An 18-year-old has been arrested by gardai investigating a Covid-19 redirect fraud in which a company was swind-led out of more than €35,000 when it tried to buy life-saving ventilators.

The teenager was still being questioned at Ronanstown Garda Station last night after his arrest yesterday at a property in Maynooth, Co Kildare.

He is suspected of making "direct financial profit" from the scam, and sources said he has had access to the diverted funds, which were directed to his bank account as part of an international criminal conspiracy.

Fraud squad detectives were contacted by Europol earlier this month after it emerged that a Swedish company became the victim of the fraud after it tried to buy ventilators from a legitimate English supplier.

"The suspect was already on the garda radar for street-level drug dealing in Maynooth, but what he has got himself involved in here is at an entirely higher level of criminality," a senior source said last night.

Mule

"The fact this individual was able to directly access funds from the redirect fraud shows he is more than just what is known as a mere mule."

Officers from the Garda Nat- ional Economic Crime Bureau (GNECB) raided the property as part of a Europol investigation into the fraud.

Invoice redirection fraud happens when a business falls prey to requests, purporting to come from trusted suppliers or service providers, and is tricked into believing that a beneficiary's bank account details have been changed.

As a result, funds that are due to be paid out are transferred to a fraudulent account.

Sources said there has been an increase in this type of crime across Europe since the coronavirus pandemic hit.

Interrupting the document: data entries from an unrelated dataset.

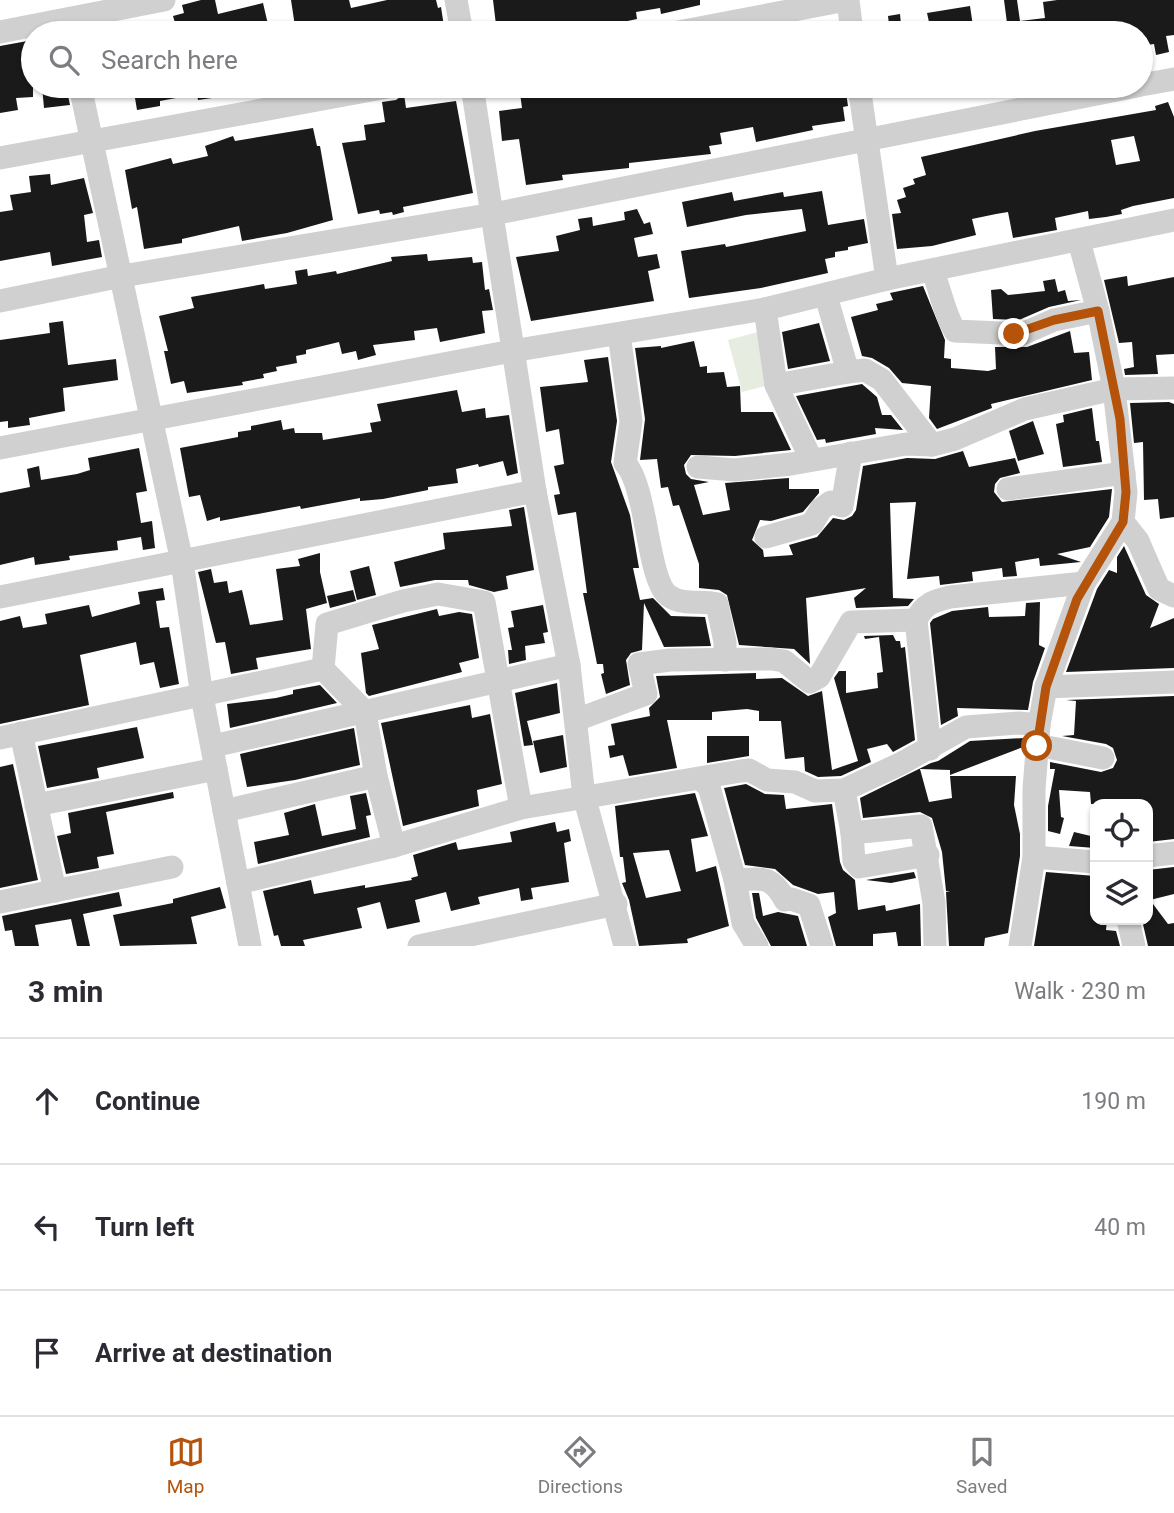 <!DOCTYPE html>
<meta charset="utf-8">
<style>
:root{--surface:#fff;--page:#f7f7f7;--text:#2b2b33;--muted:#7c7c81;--line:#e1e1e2;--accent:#b45309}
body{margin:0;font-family:Roboto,sans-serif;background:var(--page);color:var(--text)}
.controls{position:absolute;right:21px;bottom:21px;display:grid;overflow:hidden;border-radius:14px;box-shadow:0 2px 5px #0004}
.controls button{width:63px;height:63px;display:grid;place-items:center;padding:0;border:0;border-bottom:2px solid var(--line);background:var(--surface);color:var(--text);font:35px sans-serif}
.stop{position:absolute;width:21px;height:21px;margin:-16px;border:5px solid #b45309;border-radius:50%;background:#fff}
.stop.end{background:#b45309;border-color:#fff;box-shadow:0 2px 7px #0008}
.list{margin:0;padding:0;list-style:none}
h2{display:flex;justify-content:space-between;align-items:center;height:91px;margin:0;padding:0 28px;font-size:30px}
h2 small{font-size:23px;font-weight:400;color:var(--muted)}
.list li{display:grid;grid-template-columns:46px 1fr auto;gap:21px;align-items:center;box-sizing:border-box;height:126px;padding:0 28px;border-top:2px solid var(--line)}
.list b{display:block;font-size:26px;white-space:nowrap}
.list em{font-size:23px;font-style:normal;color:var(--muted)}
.icon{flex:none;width:38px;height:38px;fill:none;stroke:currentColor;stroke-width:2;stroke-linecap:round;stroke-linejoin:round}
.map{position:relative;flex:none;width:1174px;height:946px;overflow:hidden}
.search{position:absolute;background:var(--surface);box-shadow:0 2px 5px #0004;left:21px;right:21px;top:21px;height:77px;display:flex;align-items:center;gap:18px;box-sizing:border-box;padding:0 24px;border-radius:38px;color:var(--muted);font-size:26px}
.sheet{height:469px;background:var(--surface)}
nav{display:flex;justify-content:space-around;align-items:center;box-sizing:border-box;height:98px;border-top:2px solid var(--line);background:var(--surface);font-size:19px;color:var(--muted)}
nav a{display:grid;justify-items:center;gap:4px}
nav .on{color:var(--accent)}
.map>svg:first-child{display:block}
.green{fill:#e6ecdf}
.building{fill:#1a1a1a;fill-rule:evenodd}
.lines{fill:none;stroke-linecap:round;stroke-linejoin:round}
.minor{stroke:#d0d0d0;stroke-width:23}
.route{stroke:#b45309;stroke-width:9}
</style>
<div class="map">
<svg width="1174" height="946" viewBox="0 0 1174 946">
<rect width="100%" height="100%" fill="#fff"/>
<polygon class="green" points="758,332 772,384 742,392 728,340"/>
<g class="building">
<polygon points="201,0 215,0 218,14 263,3 270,33 178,33 173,16 184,13 182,5"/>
<polygon points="291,0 349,0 351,8 387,0 436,0 438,8 441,7 445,33 380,33 379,26 344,31 342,25 296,33"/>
<polygon points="493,0 700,0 700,5 661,14 660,8 636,12 637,19 623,22 567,26 568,32 558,33 497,33"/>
<polygon points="1004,0 1017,0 1020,21 1045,18 1043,2 1057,0 1174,0 1174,35 1166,36 1169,52 1156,55 1154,44 1141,46 1141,33 988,33 987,25 1007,23"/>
<polygon points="970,6 974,33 890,33 888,16 900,14 901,24 929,22 927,13"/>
<polygon points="33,40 33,97 16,98 18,110 0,113 0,46"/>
<polygon points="42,86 66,86 70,105 44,108"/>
<polygon points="133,86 209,86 212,98 198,100 197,94 160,101 160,106 137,110"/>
<polygon points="564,86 845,86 848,106 843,107 845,121 812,126 813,130 756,142 753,127 720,133 722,144 709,146 711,154 629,163 629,168 562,175 563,180 526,185 519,139 502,141 499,111 522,108 520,93"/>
<polygon points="404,94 406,108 456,101 473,193 403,207 404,212 393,215 392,212 380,214 379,210 358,214 342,143 366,140 364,125 385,122 382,102 396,100"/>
<path d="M1168,102L1174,117V198L1133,206L1121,210L1122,214L1106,217L1089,219L1088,211L1055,218L1057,230L1013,238L1008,212L996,214L972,219L976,235L932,246L897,249L892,214L901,213L897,200L906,197L903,188L915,184L913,179L926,175L921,157L1035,131L1156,110L1155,106ZM1134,136L1140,161L1116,165L1111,140Z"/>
<polygon points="313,128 317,146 320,146 333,220 287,233 242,241 239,226 182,239 182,243 144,249 137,207 132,209 125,170 171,158 173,164 208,156 205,146 233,136 235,141"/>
<polygon points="50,174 51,185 84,178 93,213 84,215 87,242 99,240 102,257 52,266 50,252 0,261 0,212 13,210 10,195 31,192 29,176"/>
<polygon points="822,191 828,225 864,219 868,243 848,247 848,250 835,252 835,257 825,259 828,273 761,288 689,298 681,251 725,244 726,247 806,231 802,209 746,215 687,227 682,202 732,192 734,201 783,192 784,197"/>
<polygon points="637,209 644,224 650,222 653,234 634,238 638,257 657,254 660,268 648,271 654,301 531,321 516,257 559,251 556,236 580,230 578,219 592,217 593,226 625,220 624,212"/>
<polygon points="427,254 428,261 472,257 473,263 482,262 485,290 489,289 493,310 482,311 485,333 440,342 437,328 414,331 415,340 373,345 376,355 358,360 356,351 342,354 339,342 306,350 306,354 296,356 297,363 276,367 277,371 263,374 264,378 242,382 243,385 187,393 184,381 171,384 164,351 168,351 159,316 194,308 191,297 264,284 265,289 297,284 295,271 307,269 308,276 336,271 337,274 392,261 391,257"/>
<polygon points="1127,276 1128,286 1174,277 1174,354 1156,355 1158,374 1125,375 1124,369 1134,367 1132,342 1119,343 1104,280"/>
<polygon points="1055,279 1058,292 1065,290 1068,301 1081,300 1049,307 1019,320 993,319 991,290 1001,289 1008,295 1045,291 1043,281"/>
<polygon points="923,286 945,340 944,358 951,359 951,368 988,371 996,369 995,347 1027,347 1070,331 1074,353 1089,352 1092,380 991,404 992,408 937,429 929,418 931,386 902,383 889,368 872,358 862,356 851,317 878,310 876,304 893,300 890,293"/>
<polygon points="63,321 68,365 116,359 118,380 63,388 65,411 29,418 30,425 8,428 8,421 0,422 0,340 50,333 49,323"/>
<polygon points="819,323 830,361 788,369 782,332"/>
<polygon points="694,341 700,367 707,366 707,373 724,372 727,387 740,386 741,412 773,412 791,450 735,456 691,455 684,465 686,474 691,479 709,482 694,485 703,515 730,510 725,483 789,478 789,489 819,489 819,493 803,512 771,521 760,520 752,540 763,550 764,557 793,555 789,545 817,537 833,518 844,520 852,516 856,510 863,466 907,458 935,459 963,451 969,467 1015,458 1020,473 1000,478 995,484 994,492 1002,502 1112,489 1109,517 1090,547 1057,554 1081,562 1040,566 1039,558 1015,562 1017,576 1003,577 1002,568 972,572 973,581 940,585 939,576 907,579 916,502 890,503 893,598 914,599 908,606 856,608 854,598 866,588 806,598 810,664 794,649 739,645 727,595 719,590 699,588 699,564 679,505 673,506 668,487 661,488 657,459 640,460 645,419 635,348 661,346 661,348"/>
<polygon points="608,357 617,421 611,462 630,515 639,568 633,568 640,600 653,598 671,616 705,617 711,646 664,647 644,603 642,650 631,653 626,660 630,685 606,694 601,674 604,673 603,664 597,664 583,593 587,593 576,512 558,515 554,495 560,494 554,466 564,464 559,429 546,432 540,387 588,382 584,360"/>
<polygon points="862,384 877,397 882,415 891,415 903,430 875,428 876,434 826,443 825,439 817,440 796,396"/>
<polygon points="457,390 462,412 485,408 486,418 509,415 518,473 507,476 503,461 479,467 478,464 456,469 458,483 428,487 428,490 383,499 360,501 360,498 301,509 300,506 220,521 220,517 207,521 200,495 189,497 180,448 238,437 238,432 251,430 251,426 281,420 283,430 294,428 295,433 322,433 323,440 372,432 370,423 381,421 377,404"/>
<polygon points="1169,402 1174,404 1174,517 1160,519 1158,499 1144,500 1143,442 1134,443 1130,403"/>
<polygon points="1092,408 1096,441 1099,441 1102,462 1063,467 1056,424 1064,422 1063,415"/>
<polygon points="1033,421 1044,454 1018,461 1009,431"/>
<polygon points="139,448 147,491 136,493 141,523 152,521 155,548 143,550 141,537 117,541 118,550 69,556 70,560 35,565 34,557 0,565 0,493 30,487 27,469 39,466 41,480 77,474 90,470 88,458"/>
<polygon points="524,507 534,570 506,576 508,589 494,592 469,585 468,580 435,580 400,587 394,562 445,549 443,533 512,526 509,510"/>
<polygon points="1124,546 1146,595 1159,604 1150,628 1174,618 1174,668 1066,672 1097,589 1109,570 1117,573 1117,557"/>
<polygon points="320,553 320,572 327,603 306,609 311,649 256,658 258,669 231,674 225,642 216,643 198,572 211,569 214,583 227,581 229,593 242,590 250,625 283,620 276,569 300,566 298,559"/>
<polygon points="369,566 376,595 357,600 350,571"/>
<polygon points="163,588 165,600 156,601 160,628 169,627 179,684 160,688 154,662 140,665 136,642 80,655 89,705 0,724 0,621 20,616 23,628 47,624 45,614 89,605 92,617 140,604 138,592"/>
<polygon points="353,590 356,601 330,608 327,596"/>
<polygon points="1040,602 1039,645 1045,648 1033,682 1028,710 957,708 958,716 941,725 930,623 933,619 952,611 988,607 989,617 1025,616 1026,603"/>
<polygon points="543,605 548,632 543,633 545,643 525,646 526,660 509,664 508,650 512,650 508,628 514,627 511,611"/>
<polygon points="437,609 439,616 459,612 472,614 479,658 459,663 462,672 369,696 366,693 361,653 379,649 372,625"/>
<polygon points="893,635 896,641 900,641 901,648 905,647 915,740 893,752 887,744 867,749 871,762 841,776 818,777 805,771 804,757 785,759 781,721 759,721 759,711 747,709 712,712 712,720 667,720 677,768 629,776 623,755 610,758 608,746 615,745 611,724 650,716 649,708 660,697 656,676 756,673 756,679 782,678 808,696 822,691 832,770 858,761 834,678 839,671 846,671 846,693 878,688 877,673 883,672 879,637 865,639 864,636"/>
<polygon points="557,683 560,713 527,721 533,745 524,746 515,693"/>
<polygon points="320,685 337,703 230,728 227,704 276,698 293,694 293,690"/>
<polygon points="1174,696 1174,839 1148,842 1148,804 1091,804 1090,792 1059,790 1061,817 1064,818 1060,834 1048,831 1048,806 1055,769 1050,769 1050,762 1101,772 1113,768 1117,760 1113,748 1106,744 1062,736 1074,735 1076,701 1066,700"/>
<polygon points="470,705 472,718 490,714 502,784 477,790 479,806 403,826 381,723"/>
<polygon points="137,727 144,758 97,768 99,778 47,788 38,746"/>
<polygon points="354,728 360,765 295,780 247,787 240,754"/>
<polygon points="563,735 567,767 540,773 533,741"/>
<polygon points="707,736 749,736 749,756 707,763"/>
<polygon points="1024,738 1023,747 950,775 950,770 920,769 929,802 952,798 950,776 1016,776 1014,805 1020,834 1020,856 1008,933 985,938 984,946 949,946 946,892 950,892 946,891 942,852 932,818 920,812 863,818 860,798 931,763 938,761 970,741"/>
<polygon points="13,764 38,880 0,888 0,767"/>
<polygon points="746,784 765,794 784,795 786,809 832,804 840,862 843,870 855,880 858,910 885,905 886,911 920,904 921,946 898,946 896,932 873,934 873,946 836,946 828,917 836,913 834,892 818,894 793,885 775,869 745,865 724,788"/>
<polygon points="173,792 174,798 106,812 114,854 97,857 99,868 66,874 57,836 71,833 68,813"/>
<polygon points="366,793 371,815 366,816 370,837 258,864 254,842 289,835 284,813 315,804 322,836 356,829 350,796"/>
<path d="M695,793L708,836L691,839L696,872L716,866L729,926L687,939L688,943L639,946L629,900L622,883L626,882L623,857H620L615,806ZM669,850L681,891L646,898L633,853Z"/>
<polygon points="555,822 557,832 569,829 571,841 564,843 569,882 531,888 533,899 521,901 519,888 478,897 480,904 451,911 446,892 415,900 420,922 387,929 380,902 357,908 362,928 303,940 305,946 281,946 278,935 274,936 263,891 311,880 314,894 365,885 365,888 412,880 411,878 418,876 413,855 456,842 458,850 512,842 510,832"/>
<polygon points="1074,832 1095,837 1095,848 1069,846"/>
<polygon points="1174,867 1174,894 1150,900 1168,924 1174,923 1174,946 1148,946 1142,920 1148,920 1148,870"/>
<polygon points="914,872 916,878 891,883 866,880"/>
<polygon points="1046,872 1095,876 1095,920 1107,920 1106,930 1116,931 1120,946 1034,946"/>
<polygon points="220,887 226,908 191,917 197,944 120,946 113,915 173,903 173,899"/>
<polygon points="119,892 122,906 83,914 90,946 77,946 71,919 35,925 39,946 15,946 12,930 5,931 2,916"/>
<polygon points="752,893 759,893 763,916 778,912 798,916 807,946 771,946 756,918"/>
</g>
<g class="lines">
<g class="minor">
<polyline points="456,0 462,33"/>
<polyline points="848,0 852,33"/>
<polyline points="0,32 164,0"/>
<polyline points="673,33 846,0"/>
<polyline points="1141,85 1174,79"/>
<polyline points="80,86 182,562 202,696 250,946"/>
<polyline points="472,86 535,491 569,665 584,796 625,946"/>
<polyline points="859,86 887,279"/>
<polyline points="0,158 393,86"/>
<path d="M933,272C941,292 944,313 955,331L1022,334L1054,320L1098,311"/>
<polyline points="0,301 122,276 493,214 1137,86"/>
<polyline points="765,309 776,385 811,459"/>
<path d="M619,334L631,421L625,463C648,488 647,582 669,596C684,606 701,600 717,604L725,642V660"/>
<polyline points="848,372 865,370 882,380 932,445"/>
<polyline points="776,385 848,372 826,296"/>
<polyline points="0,448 512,351 765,309 887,279 1174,220"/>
<polyline points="698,467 735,470 791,464 906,444 932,445 955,439 1025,409 1114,389 1174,388"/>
<polyline points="1008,489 1124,473"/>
<polyline points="1123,522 1138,541 1159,589 1174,596"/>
<polyline points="766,537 812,524 821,509 831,502 842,506 851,453"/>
<polyline points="0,597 535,491"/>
<polyline points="916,620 930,749"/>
<polyline points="1046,687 1174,682"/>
<path d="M576,720L646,694L639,664L670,660L771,659L784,661L810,682L819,677L851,622L916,620C924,604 933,601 950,597L1084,583"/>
<polyline points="21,733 55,891"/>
<polyline points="0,738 323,669"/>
<polyline points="1037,745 1103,758"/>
<polyline points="213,746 569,665"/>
<polyline points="701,779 709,787 735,880 743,923 757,946"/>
<polyline points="844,790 852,833 921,826 934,903 935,946"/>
<polyline points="36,805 216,769"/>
<polyline points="224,811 376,776"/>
<polyline points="852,833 854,861 859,867 928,855"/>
<polyline points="394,846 376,776 365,712 323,669 327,624 403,601 438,594 484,602 521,808"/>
<polyline points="1148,856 1174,853"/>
<polyline points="1034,857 1095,862"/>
<path d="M735,880C761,879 771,874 785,900L791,899L809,905L822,946"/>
<polyline points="238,883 394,846 521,808 741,771 749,770 767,780 795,782 815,791 844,790 902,763 966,727 1019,723 1039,725"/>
<polyline points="0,902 172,867"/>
<polyline points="1128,920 1134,946"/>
<polyline points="419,946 616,904"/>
<polyline points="1020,946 1034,857 1034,789 1039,725 1046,687 1084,583 1123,522 1126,492 1114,389 1098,311 1079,241"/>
</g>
</g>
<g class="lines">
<polyline class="route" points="1014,334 1054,320 1098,311 1120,419 1126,492 1123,522 1077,599 1046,687 1037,746"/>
</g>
</svg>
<div class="controls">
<button><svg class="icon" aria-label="locate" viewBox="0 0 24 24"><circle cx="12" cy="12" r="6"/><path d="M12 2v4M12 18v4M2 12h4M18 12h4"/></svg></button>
<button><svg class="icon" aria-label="layers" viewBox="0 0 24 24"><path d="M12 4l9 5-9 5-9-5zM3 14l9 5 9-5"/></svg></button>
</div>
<div class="stop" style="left:1037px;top:746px"></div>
<div class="stop end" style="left:1014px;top:334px"></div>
<div class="search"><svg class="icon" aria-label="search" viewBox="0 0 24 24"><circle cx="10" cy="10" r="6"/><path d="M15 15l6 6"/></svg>Search here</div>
</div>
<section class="sheet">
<h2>3 min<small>Walk · 230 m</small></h2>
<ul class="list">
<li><svg class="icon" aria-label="ahead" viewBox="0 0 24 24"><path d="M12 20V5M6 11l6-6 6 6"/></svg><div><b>Continue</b></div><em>190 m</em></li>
<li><svg class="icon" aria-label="left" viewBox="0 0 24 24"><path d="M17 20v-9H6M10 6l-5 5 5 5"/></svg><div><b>Turn left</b></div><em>40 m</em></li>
<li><svg class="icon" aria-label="arrive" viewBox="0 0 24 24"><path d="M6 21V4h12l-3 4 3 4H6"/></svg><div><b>Arrive at destination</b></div></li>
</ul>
</section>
<nav>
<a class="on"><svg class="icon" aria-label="map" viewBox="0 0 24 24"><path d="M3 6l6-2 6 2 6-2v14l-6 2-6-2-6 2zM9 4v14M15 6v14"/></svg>Map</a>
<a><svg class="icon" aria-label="directions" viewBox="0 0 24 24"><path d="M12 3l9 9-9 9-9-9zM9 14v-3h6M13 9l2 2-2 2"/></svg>Directions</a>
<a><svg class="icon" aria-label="saved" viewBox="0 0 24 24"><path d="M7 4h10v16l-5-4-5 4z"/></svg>Saved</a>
</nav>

The fraudsters often use students' and other young people's bank details by offering them a fee to allow use of their accounts for a few days, but this is not the case with the teenager arrested yesterday, who is being investigated as part of the wider criminal enterprise.

Money mules are usually approached by recruiters and asked to allow their accounts to be used for a transaction in exchange for a fee of a few hundred euro.

Last December, gardai said they had identified 232 suspected money mule accounts active in the State between last September and November, as well as five recruiters.

In the past year, gardai have made a number of arrests of organised criminals who are suspected of being directly involved in invoice redirection frauds, a crime that has cost Irish companies millions of euro.

In a separate case, the Herald revealed earlier this month that fraud squad detectives seized a number of electronic devices and documentation as part of an international probe into a €1m redirect fraud.

Officers from the GNECB raided a property in the Finglas area, where the target was a Nigerian national who is the subject of a major Europol alert.

The suspect, who is aged in his mid-20s, was not arrested in the raid, but multiple devices were seized and are being forensically examined.

Gardai have been assisting Dutch police in an investigation into an organised crime gang in relation to the theft of €1m from a company in the Netherlands.

Last month, Irish firms were warned by the Banking and Payments Federation Ireland to watch out for supplier and invoice scams during the global pandemic.